I remember, as a child, my father who is very athletic and an avid runner taking us running with him. He would take us bike riding, to play soccer, swimming, to play basketball and tennis, and walking and it was a blast. I particularly remember a time,  around the time puberty hitting, (you know that lovely time of our lives when our whole body is mutinying on us?) my dad started making me run harder and faster. I distinctly remember him telling me, “Mija, you should run some more”. I could hear the disappointment in his voice. I’m pretty positive that was the moment that it all went down hill for me. From that point on, I was painfully aware of what I ate , how much I exercised and it made me feel that in some tiny way my worth to my dad was directly tied to my weight. As an adult and a parent now, I am sure it was not. But actions speak louder than words and the added, ” you should run more” certainly didn’t help.

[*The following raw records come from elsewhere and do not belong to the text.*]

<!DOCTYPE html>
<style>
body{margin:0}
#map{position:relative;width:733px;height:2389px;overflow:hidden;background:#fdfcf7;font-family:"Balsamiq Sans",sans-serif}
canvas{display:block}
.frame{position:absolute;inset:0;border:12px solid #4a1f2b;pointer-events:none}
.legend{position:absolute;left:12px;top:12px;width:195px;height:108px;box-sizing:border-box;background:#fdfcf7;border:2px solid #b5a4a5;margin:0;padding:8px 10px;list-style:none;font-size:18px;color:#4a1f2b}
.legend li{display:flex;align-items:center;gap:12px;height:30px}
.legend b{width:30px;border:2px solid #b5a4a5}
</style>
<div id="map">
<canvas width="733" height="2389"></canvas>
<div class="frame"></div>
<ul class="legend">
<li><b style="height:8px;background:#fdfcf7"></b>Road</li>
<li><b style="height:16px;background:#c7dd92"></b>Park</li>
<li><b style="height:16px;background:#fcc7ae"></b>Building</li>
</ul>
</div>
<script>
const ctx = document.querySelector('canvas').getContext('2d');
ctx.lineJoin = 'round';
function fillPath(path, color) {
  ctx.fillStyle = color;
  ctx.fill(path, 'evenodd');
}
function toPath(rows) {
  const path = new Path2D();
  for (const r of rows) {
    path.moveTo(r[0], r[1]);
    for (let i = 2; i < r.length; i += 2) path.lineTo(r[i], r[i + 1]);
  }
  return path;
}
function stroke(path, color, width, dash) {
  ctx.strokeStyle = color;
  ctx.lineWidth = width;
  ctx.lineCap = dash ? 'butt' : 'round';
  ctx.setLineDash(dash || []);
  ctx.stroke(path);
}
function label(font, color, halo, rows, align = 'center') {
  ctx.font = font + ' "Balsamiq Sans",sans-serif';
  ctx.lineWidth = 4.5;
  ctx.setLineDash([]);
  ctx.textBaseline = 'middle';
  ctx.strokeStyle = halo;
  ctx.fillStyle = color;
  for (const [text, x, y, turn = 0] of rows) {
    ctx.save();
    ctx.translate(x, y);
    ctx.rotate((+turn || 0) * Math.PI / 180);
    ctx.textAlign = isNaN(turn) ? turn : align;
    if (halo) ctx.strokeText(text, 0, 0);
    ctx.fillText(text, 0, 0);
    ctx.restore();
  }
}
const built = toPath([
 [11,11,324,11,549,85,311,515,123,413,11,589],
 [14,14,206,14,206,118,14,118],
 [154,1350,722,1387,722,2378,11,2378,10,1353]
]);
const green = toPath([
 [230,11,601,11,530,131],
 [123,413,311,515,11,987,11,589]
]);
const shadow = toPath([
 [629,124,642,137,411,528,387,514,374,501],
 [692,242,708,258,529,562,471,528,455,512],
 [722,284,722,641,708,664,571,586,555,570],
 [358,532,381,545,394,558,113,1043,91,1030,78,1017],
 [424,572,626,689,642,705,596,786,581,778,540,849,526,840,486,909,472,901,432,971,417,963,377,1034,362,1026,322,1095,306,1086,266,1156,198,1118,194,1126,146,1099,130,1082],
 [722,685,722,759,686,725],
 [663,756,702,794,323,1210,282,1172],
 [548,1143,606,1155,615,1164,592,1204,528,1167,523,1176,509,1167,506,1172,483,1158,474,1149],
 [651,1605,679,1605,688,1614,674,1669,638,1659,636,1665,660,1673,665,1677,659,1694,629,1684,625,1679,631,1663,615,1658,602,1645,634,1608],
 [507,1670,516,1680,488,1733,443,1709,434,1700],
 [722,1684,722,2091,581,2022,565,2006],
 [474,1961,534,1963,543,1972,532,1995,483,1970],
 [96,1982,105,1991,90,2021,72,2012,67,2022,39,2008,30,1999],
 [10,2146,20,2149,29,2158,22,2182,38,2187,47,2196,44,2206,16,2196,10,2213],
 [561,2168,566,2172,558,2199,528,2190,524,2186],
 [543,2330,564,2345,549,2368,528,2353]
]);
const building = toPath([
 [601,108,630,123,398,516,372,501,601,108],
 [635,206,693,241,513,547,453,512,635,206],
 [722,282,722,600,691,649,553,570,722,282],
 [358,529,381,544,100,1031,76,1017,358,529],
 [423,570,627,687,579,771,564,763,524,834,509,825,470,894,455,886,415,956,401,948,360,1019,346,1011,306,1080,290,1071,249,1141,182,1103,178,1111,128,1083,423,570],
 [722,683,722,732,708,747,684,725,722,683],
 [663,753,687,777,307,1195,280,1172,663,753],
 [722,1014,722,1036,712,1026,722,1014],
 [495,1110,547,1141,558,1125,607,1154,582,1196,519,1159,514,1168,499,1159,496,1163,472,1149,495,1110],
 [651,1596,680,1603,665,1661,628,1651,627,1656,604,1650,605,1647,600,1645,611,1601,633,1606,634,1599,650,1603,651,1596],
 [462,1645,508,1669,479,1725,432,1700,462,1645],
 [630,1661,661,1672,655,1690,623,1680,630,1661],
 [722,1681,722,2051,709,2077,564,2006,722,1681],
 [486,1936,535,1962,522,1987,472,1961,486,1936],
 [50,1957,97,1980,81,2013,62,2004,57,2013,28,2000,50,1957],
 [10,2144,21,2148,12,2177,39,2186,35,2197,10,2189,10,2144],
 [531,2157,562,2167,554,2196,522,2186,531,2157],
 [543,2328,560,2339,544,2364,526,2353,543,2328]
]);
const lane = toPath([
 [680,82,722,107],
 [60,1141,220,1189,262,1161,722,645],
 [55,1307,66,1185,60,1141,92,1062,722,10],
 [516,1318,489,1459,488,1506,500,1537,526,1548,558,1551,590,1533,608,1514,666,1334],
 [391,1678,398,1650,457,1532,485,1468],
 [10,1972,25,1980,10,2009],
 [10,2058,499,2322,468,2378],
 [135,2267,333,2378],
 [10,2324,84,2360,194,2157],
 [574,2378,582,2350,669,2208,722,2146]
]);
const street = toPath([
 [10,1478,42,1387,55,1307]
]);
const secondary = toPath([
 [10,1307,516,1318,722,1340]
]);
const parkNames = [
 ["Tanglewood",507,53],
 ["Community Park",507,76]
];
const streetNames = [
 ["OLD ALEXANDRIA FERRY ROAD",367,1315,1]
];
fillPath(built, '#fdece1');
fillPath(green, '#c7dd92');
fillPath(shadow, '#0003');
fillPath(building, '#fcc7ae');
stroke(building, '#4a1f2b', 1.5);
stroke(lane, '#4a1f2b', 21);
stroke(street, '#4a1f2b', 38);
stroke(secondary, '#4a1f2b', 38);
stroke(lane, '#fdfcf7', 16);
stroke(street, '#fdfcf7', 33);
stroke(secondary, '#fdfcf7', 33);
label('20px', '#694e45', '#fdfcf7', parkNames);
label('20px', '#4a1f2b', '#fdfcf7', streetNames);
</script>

I can understand trying to get your child healthy and prevent them from being unhealthy but maybe a better approach would have been to not say anything and just take me running and him speed up the pace. Then, I would have had to speed up to keep up but there would have been no connotation attached to the words; no disappointment. Maybe we could have bypassed the body dysmorphia/bulimia/anorexia  episode entirely.
I’ve also tried my damnest to not focus on my own weight in front of my girls. I try to avoid the “Does this make me look fat” question at all cost within their earshot. I’m not always successful but I try to let them know that people come in all shapes and sizes and to just be the best them they can be.
I try to feed them nutritiously and get them to play outside. They are both involved in dance. But it seems that at certain times of the year, my daughter will put on a little weight and then slim right back down.I don’t know what it is but that’s how it happens every year. At these times of the year, I start going over my menu with a fine tooth comb and trying to make sure to eliminate the bad foods and focus on the healthier fare. I know it sounds slightly crazy to be so aware of this but I just don’t want her to ever start being aware of her weight to the point where it could be an issue in her mind. To look at her, obviously she is no where near overweight but I feel like , as her Mother, it is my duty to keep her healthy and happy and not to be the catalyst of an unhealthy lifestyle or allowing bad habits to start. Sounds familiar, right? Probably something very similar to what my own father was feeling/thinking.This is a major contributor to the Mommy guilt that I feel. It’s so hard when you have picky eaters and some times its all you can do just to get them to eat anything but I think this is a stand where we, as parents, need to hold vigilant. The thought of my little girl one day feeling less than adequate in her life because of the number on a scale or the size of her ass makes me cringe. Of course, we want to protect our children from any unnecessary unhappiness in their life but their nutrition and healthy lifestyle choices are something that we can put into place in their formative years. I don’t want to second guess myself and wonder if the food choices I am making for my children are bad for them. The work lies in the execution of the plan. How do you make sure your children are healthy without emphasizing weight or the negative effects of bad food? I don’t ever want my words to be the source of my children feeling anything less than fantastically comfortable in their own skin.